We have already completed a number of steps related to this goal. As far as the research goes, w have tended to research on our own, then share the resources we've found with each other. The steps I've completed on my own or with the team so far include the following:
  • Wrote and received summer work funding for the three grade-level teachers to further research and plan an orientation list of events to support greater cultural proficiency for two days each. 
  • Research: Read Emdin's book, For White Teachers Who Teach in the Hood . . ., and embed research into teaching/learning program. 
  • Attending the yearly METCO Picnic.
  • Planned and attended an early-year orientation brunch for Boston resident students. 
  • Teaching/Learning: Planned and implemented a number of early-year, community building  culturally proficient learning/identity activities including the following:
    • Selfie Project: Project to share students' personal lives, interests, and experiences via collective project work and project displays.
    • Smile Video: a positive video which presented family members and students with a video snapshot of students' initial teamwork and shared learning.
    • Birthday Graph and What's Your Number Projects aimed at building community, students' knowledge of each other, early positive assessment of math attitudes/abilities, and positive relationships amongst students and teachers. 
    • Start of showcase portfolio efforts to help students build a practice of metacognition, self-knowledge, goal-setting, and self advocacy.
  • Invite students to take part in fall and early spring parent-guardian-teacher conferences.
  • History of People presentation to all classes which examines the evolution of skin shade, the history of learning, and obstacles that prevent learning. Specific attention to the fact that racism and prejudice of any kind is not allowed at the school. Signage that reiterates that message. 
Efforts that we'll engage in on our own and together in the days to come include the following:
  • More Research: 
    • Listen to Angela Watson podcast related to effective teaching of black boys:
    • Read Between the World and Me by Ta-Nehisi Coates and embed Coates' insights into the teaching/learning program.
    • Use this article as a guide.
Culturally Proficient Teaching Leads to Equity
Classroom Efforts that will support this goal. 

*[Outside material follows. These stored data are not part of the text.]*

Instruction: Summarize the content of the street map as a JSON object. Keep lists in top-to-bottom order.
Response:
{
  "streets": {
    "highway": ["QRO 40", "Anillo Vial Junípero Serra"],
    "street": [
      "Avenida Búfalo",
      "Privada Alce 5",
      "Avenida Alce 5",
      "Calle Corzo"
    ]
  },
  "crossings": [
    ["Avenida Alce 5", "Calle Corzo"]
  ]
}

  • Plan and attend special meetings for parents, new students and students who are distanced geographically from the school including extra-help sessions before and after school.
  • Plan and implement culturally proficient learning/identity activities throughout the year to build relationships, team, belonging, and success for all students including the following events:
    • Visit Harvard Peabody Museum to learn about the ancient culture of Mayans, and creation of culture flags to build identity and respect for individual and collective culture. 
    • In the Heights play attendance and related teaching/learning with regard to geography, privilege, power, and perspective. 
  • Specific attention throughout the year to teaching in ways that invite all children to belong to the teaching/learning community. Using Emdin's research as a guide.
  • Continue to plan a number of informal and formal reflections/assessments to understand what students need to inform the teaching/learning program.
  • Stay in regular contact with families through newsletters, the website, emails, phone calls, and meetings to build the capacity of the teaching/learning team with the goal of successfully welcoming every child and building his/her holistic success related to the learning/teaching program.
Fortunately our shared teaching model at fifth grade allows me the time and space to focus in on these goals with depth and purpose. I'm sure as time moves along, I'll use this blog post to collect evidence and guide my practice with respect to these goals. I like this ongoing way of working with goals in actionable ways. I'll add the link to this post to my ePortfolio for ready reference and updating.  In the meantime, let me know if you have anything to add.